A rare example of the .30-caliber Fusil Mitrailleur Modéle 1918 CSRG Chauchat Light Machine Gun. (Photograph courtesy of James D. Julia Auctioneers)
Pvt. Frank J. Bart C Company, 9th Infantry Regiment, 2nd Infantry Division Pvt. Bart, being on duty as a company runner, when the advance was held up by machine-gun fire, voluntarily picked up an automatic rifle, ran out ahead of the line, and silenced a hostile machine-gun nest, killing the German gunners. The advance then continued, and when it was again hindered shortly afterward by another machine-gun nest, this courageous soldier repeated his bold exploit by putting the second machine gun out of action.
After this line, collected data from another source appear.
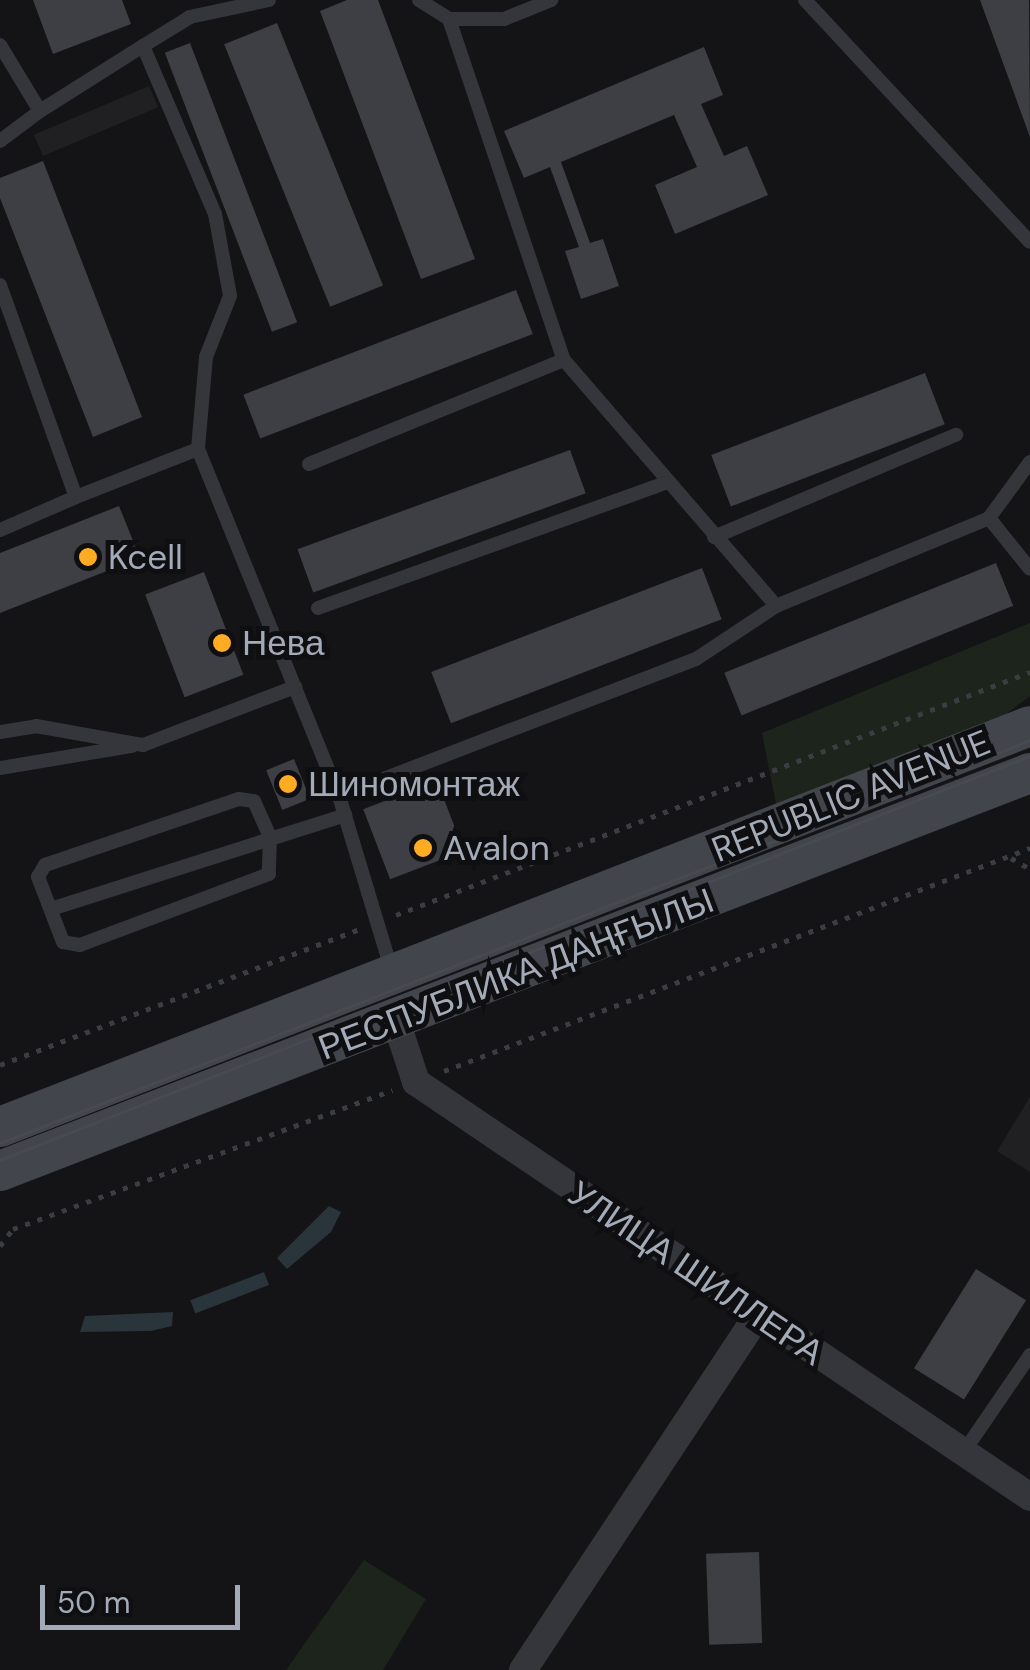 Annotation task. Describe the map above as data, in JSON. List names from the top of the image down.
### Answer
{
  "streets": {
    "main road": ["REPUBLIC AVENUE", "РЕСПУБЛИКА ДАҢҒЫЛЫ"],
    "street": ["УЛИЦА ШИЛЛЕРА"]
  },
  "crossings": [
    ["REPUBLIC AVENUE", "РЕСПУБЛИКА ДАҢҒЫЛЫ"]
  ],
  "places": [
    "Kcell",
    "Нева",
    "Шиномонтаж",
    "Avalon"
  ],
  "scale_bar": "50 m"
}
Pvt. Thomas C. Neibaur M Company, 167th Infantry Regiment, 42nd Infantry Division On the afternoon of 16 October 1918, when the Cote-de-Chatillion had just been gained after bitter fighting and the summit of that strong bulwark in the Kriemhilde Stellung was being organized, Pvt. Neibaur was sent out on patrol with his automatic rifle squad to enfilade enemy machine-gun nests. As he gained the ridge, he set up his automatic rifle and was directly thereafter wounded in both legs by fire from a hostile machine gun on his flank. The advance wave of the enemy troops, counterattacking, had about gained the ridge, and although practically cut off and surrounded, the remainder of his detachment being killed or wounded, this gallant soldier kept his automatic rifle in operation to such effect that by his own efforts and by fire from the skirmish line of his company, at least 100 yards in his rear, the attack was checked. The enemy wave being halted and lying prone, four of the enemy attacked Pvt. Neibaur at close quarters. These he killed. He then moved alone among the enemy lying on the ground about him, in the midst of the fire from his own lines, and by coolness and gallantry captured 11 prisoners at the point of his pistol and, although painfully wounded, brought them back to our lines. The counterattack in full force was arrested to a large extent by the single efforts of this soldier, whose heroic exploits took place against the skyline in full view of his entire battalion.
Pvt. Nels T. Wold I Company, 138th Infantry Regiment, 35th Infantry Division He rendered most gallant service in aiding the advance of his company, which had been held up by machine-gun nests, advancing, with one other soldier, and silencing the guns, bringing with him, upon his return, 11 prisoners. Later the same day he jumped from a trench and rescued a comrade who was about to be shot by a German officer, killing the officer during the exploit. His actions were entirely voluntary, and it was while attempting to rush a 5th machine-gun nest that he was killed. The advance of his company was mainly due to his great courage and devotion to duty.